==== DATA PROVIDED ====

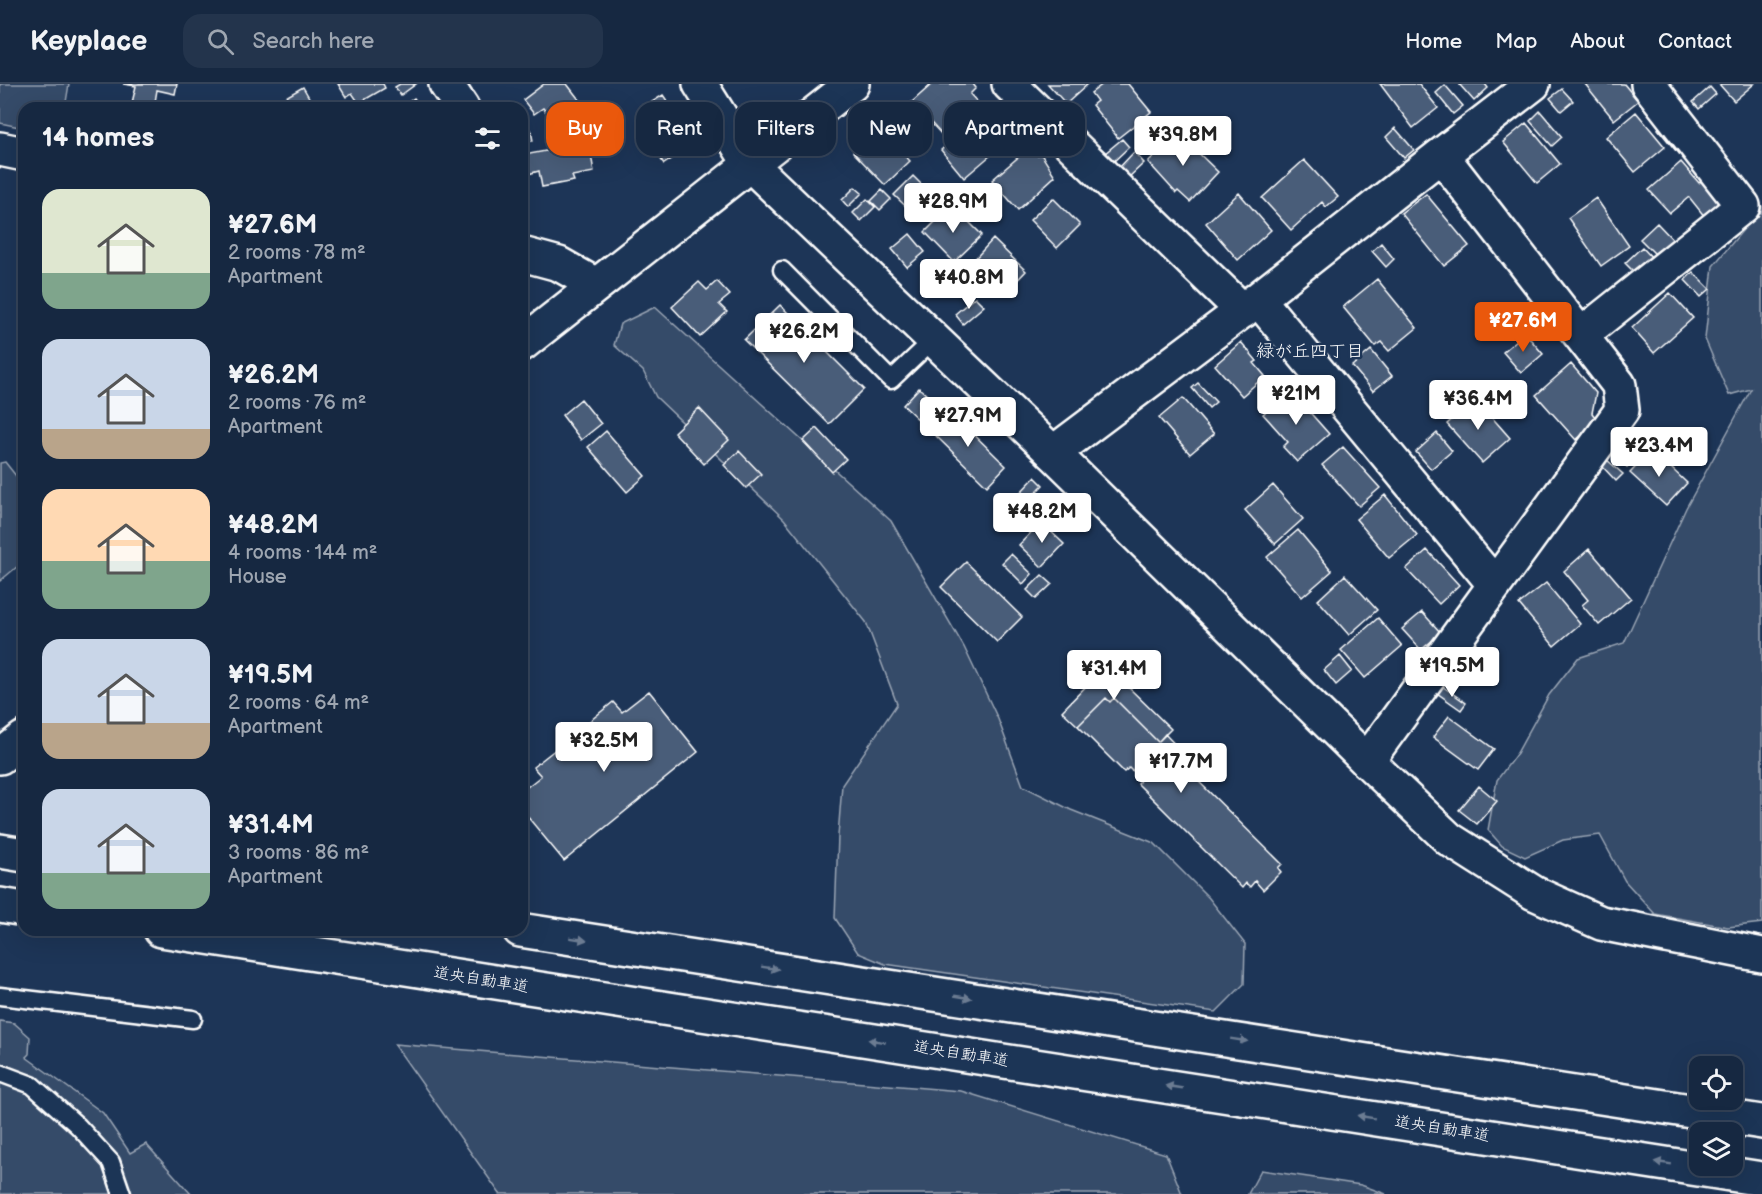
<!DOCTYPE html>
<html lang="en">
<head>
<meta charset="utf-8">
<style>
  body { margin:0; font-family:"Balsamiq Sans","Klee One",sans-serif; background:#23344c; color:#f1f3f6; height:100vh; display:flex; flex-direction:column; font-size:22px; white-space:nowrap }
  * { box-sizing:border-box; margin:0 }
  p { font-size:20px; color:#9ea6b1 }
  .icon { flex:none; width:33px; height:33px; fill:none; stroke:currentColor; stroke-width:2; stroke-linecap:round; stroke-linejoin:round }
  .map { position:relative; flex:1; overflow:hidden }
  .drawer { position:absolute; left:18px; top:18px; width:510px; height:834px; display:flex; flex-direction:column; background:#162841; border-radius:18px; box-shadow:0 6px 24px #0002,0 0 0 2px #35445a }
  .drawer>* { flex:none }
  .banner { position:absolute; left:546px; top:18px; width:570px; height:54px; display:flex; gap:12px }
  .buttons { position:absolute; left:1689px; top:972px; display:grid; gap:12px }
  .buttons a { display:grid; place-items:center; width:54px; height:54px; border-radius:12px; background:#162841; box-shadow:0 6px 24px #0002,0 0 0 2px #35445a; font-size:30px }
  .price { position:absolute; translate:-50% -51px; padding:0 14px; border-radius:6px; background:#fff; color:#222; font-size:20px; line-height:39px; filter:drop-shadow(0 2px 3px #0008) }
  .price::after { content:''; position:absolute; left:50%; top:36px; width:18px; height:14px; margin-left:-9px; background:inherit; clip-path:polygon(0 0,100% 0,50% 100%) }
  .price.current { background:#ea580c; color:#fff }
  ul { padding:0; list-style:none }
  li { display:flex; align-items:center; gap:18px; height:150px; padding:0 24px }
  li span { display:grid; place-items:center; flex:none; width:168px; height:120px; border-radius:18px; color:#555 }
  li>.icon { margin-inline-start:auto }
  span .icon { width:72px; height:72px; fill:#fffc; stroke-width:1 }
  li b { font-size:26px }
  h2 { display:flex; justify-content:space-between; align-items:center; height:72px; padding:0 24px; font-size:26px }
  .tag { padding:0 21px; border-radius:18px; background:#162841; box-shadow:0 6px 24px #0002,0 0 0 2px #35445a; font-size:21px; line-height:54px }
  .tag.current { background:#ea580c; color:#fff }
  header { display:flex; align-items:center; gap:36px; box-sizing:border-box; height:84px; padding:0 30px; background:#162841; border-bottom:2px solid #35445a }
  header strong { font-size:28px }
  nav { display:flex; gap:33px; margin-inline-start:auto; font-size:21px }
  .search { width:420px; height:54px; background:#23344c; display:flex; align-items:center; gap:15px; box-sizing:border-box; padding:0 21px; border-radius:18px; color:#9ea6b1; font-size:22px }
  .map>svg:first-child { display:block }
</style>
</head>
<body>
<header>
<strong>Keyplace</strong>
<div class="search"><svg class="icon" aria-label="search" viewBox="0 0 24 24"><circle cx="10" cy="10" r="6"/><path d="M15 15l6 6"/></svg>Search here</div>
<nav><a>Home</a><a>Map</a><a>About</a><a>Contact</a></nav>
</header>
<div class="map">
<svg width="1762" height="1110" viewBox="0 0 1762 1110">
  <rect width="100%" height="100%" fill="#1d3557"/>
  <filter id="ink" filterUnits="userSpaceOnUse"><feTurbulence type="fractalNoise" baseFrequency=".0167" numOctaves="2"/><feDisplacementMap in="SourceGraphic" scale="12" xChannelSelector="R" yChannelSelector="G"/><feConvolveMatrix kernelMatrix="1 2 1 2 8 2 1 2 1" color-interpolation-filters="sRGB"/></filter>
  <g filter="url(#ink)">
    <!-- green -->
    <path fill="#364b69" stroke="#9aa5b4" stroke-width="1.5" d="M0,0H69L65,24H24V44L0,39Z
      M1762,123V839L1728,843L1655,830L1625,797L1600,751L1563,756L1525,773L1502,762L1488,746L1497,696L1517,669L1549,611L1578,574L1624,559L1686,424L1751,305L1729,311L1705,255L1713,182Z
      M655,223L891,437L964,563L998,635L1023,702L1071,726L1154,759L1209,814L1245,860L1244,900L1216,928L885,880L858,869L835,834L838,752L842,701L897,620L866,538L784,435L656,313L643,287L614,261L620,240Z
      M5,378L24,402V477L0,497V379Z
      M0,937L14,939L30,953L29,970L26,973L103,1029L130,1069L146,1060L191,1110H0Z
      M394,960L961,1007L1166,1070L1182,1110H500Z
      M1261,1086L1361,1101L1386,1110H1248Z"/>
    <!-- building -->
    <path fill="#4a5d79" stroke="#fff" stroke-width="1.5" d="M123,0H177L175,10L157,6L154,24L132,19L136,2Z
      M338,0H383L385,4L359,19L352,9L346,13Z
      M400,0H416L401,11L395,3Z
      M544,0H567L584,22L558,43L543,24L534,30L523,16Z
      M932,0H973L976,4L970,10L979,20L943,52L912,18Z
      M1048,0H1088L1066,20Z
      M1103,0H1128L1151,28L1118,54L1092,21L1097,17L1091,9Z
      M1380,0H1419L1438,24L1413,44Z
      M1459,0H1485L1488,4L1474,17Z
      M1585,0H1624L1638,17L1614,36Z
      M1719,0H1754L1734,17Z
      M1445,1L1463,22L1453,30L1436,9Z
      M303,3L315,24H274L272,21Z
      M1710,3L1716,10L1699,25L1693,18Z
      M1562,5L1573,17L1561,27L1550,14Z
      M663,11L696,59L664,80L641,45L650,39L641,25Z
      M414,14L421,24H400Z
      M995,20L1003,30L989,41L981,32Z
      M1540,27L1562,53L1552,62L1530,37Z
      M1636,28L1665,63L1635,88L1606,53Z
      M975,37L998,65L964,94L941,66Z
      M1526,39L1560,80L1537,99L1503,58Z
      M1666,39L1684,60L1676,67L1658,45Z
      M875,40L910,77L885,101L853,68L867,54L864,50Z
      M1395,44L1414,66L1404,74L1386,53Z
      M531,46L533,57L522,59V48Z
      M1177,48L1218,88L1190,118L1178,107L1176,109L1148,78Z
      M1122,55L1129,63L1112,79L1104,70Z
      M589,59L594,88L572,92L574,97L542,103L539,87L528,90L524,71Z
      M1030,63L1038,72L1041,70L1055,92L1018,126L992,96Z
      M1134,68L1144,79L1127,95L1118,85Z
      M1304,76L1338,113L1326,123L1322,118L1291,146L1262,114Z
      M1681,78L1699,99L1703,95L1723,118L1705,133L1689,113L1670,129L1649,106Z
      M913,92L934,113L918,134L894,111Z
      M855,103L862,109L848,123L842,116Z
      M882,106L891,115L880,126L871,117Z
      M1239,109L1271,146L1238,176L1206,139Z
      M1426,110L1469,162L1444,182L1401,129Z
      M1053,114L1080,141L1057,164L1030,136Z
      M1596,114L1629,162L1601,182L1568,134Z
      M867,115L875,123L861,137L853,129Z
      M952,121L982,151L954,178L925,148Z
      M1657,139L1675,158L1658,173L1640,155Z
      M910,150L925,168L907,183L892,165Z
      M993,155L1026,187L1005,209L972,178Z
      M1381,159L1394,175L1386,183L1372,167Z
      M1642,163L1654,176L1637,191L1625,179Z
      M1693,188L1710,205L1701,213L1685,196Z
      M1377,195L1417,244L1389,267L1381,258L1375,262L1343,223Z
      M717,197L730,211L719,220L727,228L700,253L672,223L699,198L707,206Z
      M1670,209L1693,234L1654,269L1632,244Z
      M975,213L984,222L963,240L955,230Z
      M1532,220L1541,230L1525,244L1516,234Z
      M780,221L864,305L829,340L744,256Z
      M1525,249L1543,270L1521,289L1503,268Z
      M1241,258L1257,277L1254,279L1265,292L1242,312L1215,281Z
      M1371,266L1392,292L1373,307L1352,282Z
      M1571,280L1596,309L1592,329L1598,337L1576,356L1536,311Z
      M1198,299L1216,318L1209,324L1192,304Z
      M919,304L938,321L922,339L903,321Z
      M1290,306L1329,350L1297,378L1283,363L1288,358L1263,330Z
      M1183,314L1214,350L1190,370L1159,334Z
      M1475,314L1510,354L1482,379L1447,340Z
      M581,315L601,340L581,356L562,331Z
      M699,324L729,356L704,380L674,348Z
      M948,325L1006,382L987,402L929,345Z
      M817,344L846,375L832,388L803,357Z
      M606,347L645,392L627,408L588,363Z
      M1437,349L1452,367L1431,385L1416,368Z
      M1343,363L1380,404L1359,422L1322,381Z
      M1616,364L1631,378L1627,383L1611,369Z
      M1652,366L1687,399L1666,422L1630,389Z
      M739,367L761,390L746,404L724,381Z
      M1606,375L1623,390L1616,397L1601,381Z
      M1035,393L1043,401L1026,418L1018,411Z
      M1273,401L1303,435L1275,460L1245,426Z
      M1385,411L1417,451L1389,474L1356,435Z
      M1041,438L1064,460L1042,483L1019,461Z
      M1298,446L1332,487L1302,513L1267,473Z
      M1589,465L1631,514L1599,541L1582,521L1588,516L1564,487Z
      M1427,466L1459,501L1439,520L1406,485Z
      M1011,470L1032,490L1023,500L1002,479Z
      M966,478L1022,533L997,558L941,503Z
      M1042,491L1052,500L1036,515L1027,506Z
      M1345,491L1377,526L1349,551L1318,516Z
      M1546,499L1580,540L1554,562L1519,520Z
      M1422,528L1441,549L1421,566L1402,545Z
      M1378,534L1402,562L1365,594L1341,566Z
      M1340,572L1352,587L1336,601L1324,586Z
      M1108,579L1115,583L1120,595L1171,645L1158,658L1114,614L1110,618L1106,614L1078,642L1062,627L1091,597L1095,583Z
      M1442,602L1466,619L1461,626L1437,609Z
      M649,607L698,668L564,777L522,726V707L541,692L533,683L561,661L568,671L594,651L585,641L613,618L622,628Z
      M1106,614L1110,618L1114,614L1158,658L1165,650L1182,668L1175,674L1282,780L1278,784L1281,788L1263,806L1255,797L1250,803L1246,799L1242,804L1138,700L1144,688L1137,682L1132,687L1129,684L1124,688L1078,642Z
      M1449,632L1494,665L1478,686L1433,653Z
      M1479,702L1497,717L1477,740L1459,726Z"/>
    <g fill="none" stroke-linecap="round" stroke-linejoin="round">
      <!-- lane casing -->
      <g stroke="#fff" stroke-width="21">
        <path id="lane" d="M782,186L891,296L934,255
          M0,912L193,935
          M0,989L32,1001L78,1042L111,1078L122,1110"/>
      </g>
      <!-- street casing -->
      <g stroke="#fff" stroke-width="38">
        <path id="street" d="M446,0L462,24
          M700,0L750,80
          M1009,0L1243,227
          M1441,71L1533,0
          M1258,215L1495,501
          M1581,251L1743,122L1648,0
          M1053,369L1258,215L1441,71L1619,301L1622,326L1367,677"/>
      </g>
      <!-- secondary casing -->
      <g stroke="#fff" stroke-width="38">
        <path id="secondary" d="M0,65L24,70
          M750,80L1053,369L1367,677L1449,755L1534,809L1601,839L1762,871
          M522,170L559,180L596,201
          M522,260L852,0
          M0,673L24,654"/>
      </g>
      <!-- highway casing -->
      <g stroke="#fff" stroke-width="38">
        <path id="highway" d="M0,767L24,771
          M0,821L24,825
          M161,846L1762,1095
          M520,846L1762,1038"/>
      </g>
      <!-- lane -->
      <use href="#lane" stroke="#1d3557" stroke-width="16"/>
      <!-- street -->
      <use href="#street" stroke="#1d3557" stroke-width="33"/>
      <!-- secondary -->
      <use href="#secondary" stroke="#1d3557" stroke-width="33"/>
      <!-- highway -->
      <use href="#highway" stroke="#1d3557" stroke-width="33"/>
    </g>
    <!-- one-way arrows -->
    <defs><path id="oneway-solid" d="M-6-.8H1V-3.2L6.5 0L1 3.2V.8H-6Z" transform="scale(1.5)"/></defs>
    <g fill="#6c7c92">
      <use href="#oneway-solid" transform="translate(578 855) rotate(9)"/>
      <use href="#oneway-solid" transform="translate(770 884) rotate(9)"/>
      <use href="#oneway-solid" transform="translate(963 913) rotate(9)"/>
      <use href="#oneway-solid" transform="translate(1239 956) rotate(9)"/>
      <use href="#oneway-solid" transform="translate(877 957) rotate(-171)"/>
      <use href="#oneway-solid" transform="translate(1174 1003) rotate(-171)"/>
      <use href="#oneway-solid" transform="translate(1366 1033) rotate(-171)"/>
      <use href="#oneway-solid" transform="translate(1663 1079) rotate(-171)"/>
    </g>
  </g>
  <g text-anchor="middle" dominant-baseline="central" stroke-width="5" stroke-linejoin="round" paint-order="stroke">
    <!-- street labels -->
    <g font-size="16" fill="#fff" stroke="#1d3557">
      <text transform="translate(481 896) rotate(9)">道央自動車道</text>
      <text transform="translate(961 970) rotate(9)">道央自動車道</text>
      <text transform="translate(1442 1045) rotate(9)">道央自動車道</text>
    </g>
    <!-- neighbourhood labels -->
    <g font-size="18" fill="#fff" stroke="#1d3557">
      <text x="1310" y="267">緑が丘四丁目</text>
    </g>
  </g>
</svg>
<div class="buttons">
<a><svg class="icon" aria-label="locate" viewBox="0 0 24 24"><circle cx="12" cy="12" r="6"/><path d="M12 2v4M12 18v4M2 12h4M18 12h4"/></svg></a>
<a><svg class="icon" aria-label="layers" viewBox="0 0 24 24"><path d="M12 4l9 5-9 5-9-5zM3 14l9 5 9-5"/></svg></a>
</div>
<b class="price" style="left:1183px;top:83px">¥39.8M</b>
<b class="price" style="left:953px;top:150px">¥28.9M</b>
<b class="price" style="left:969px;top:226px">¥40.8M</b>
<b class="price current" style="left:1523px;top:269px">¥27.6M</b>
<b class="price" style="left:804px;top:280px">¥26.2M</b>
<b class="price" style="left:1296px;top:342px">¥21M</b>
<b class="price" style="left:1478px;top:347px">¥36.4M</b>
<b class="price" style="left:968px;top:364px">¥27.9M</b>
<b class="price" style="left:1659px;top:394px">¥23.4M</b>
<b class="price" style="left:1042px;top:460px">¥48.2M</b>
<b class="price" style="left:1452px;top:614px">¥19.5M</b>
<b class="price" style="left:1114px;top:617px">¥31.4M</b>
<b class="price" style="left:604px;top:689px">¥32.5M</b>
<b class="price" style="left:1181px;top:710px">¥17.7M</b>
<div class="banner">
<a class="tag current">Buy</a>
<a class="tag">Rent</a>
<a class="tag">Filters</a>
<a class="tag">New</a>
<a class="tag">Apartment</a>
</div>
<section class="drawer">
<h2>14 homes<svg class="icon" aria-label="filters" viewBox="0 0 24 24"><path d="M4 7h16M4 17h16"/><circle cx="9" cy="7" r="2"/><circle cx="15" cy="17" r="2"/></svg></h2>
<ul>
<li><span style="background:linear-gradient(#dfe7d0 70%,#7fa58c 0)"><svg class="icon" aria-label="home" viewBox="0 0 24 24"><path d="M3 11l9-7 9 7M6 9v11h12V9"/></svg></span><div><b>¥27.6M</b><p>2 rooms · 78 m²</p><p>Apartment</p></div></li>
<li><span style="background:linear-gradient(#c9d6e8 75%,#b9a48a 0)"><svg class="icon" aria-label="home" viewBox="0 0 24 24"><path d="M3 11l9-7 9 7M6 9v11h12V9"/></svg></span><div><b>¥26.2M</b><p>2 rooms · 76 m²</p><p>Apartment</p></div></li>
<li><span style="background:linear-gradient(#ffd9b3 60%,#7fa58c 0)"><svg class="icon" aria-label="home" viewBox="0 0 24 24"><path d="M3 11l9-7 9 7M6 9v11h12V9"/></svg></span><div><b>¥48.2M</b><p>4 rooms · 144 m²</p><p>House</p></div></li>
<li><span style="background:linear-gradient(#c9d6e8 70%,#b9a48a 0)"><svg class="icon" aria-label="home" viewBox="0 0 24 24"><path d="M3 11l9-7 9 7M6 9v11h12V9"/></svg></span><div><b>¥19.5M</b><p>2 rooms · 64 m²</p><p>Apartment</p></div></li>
<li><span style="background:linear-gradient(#c9d6e8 70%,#7fa58c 0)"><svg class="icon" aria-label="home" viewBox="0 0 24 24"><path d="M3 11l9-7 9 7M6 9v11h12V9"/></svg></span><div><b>¥31.4M</b><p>3 rooms · 86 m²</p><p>Apartment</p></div></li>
</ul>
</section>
</div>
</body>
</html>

====

HOW TO COMPLETE THIS TASK:
Among the lines above, return each one holding the string "linecap".

RESULT OF THIS EXERCISE:
  .icon { flex:none; width:33px; height:33px; fill:none; stroke:currentColor; stroke-width:2; stroke-linecap:round; stroke-linejoin:round }
    <g fill="none" stroke-linecap="round" stroke-linejoin="round">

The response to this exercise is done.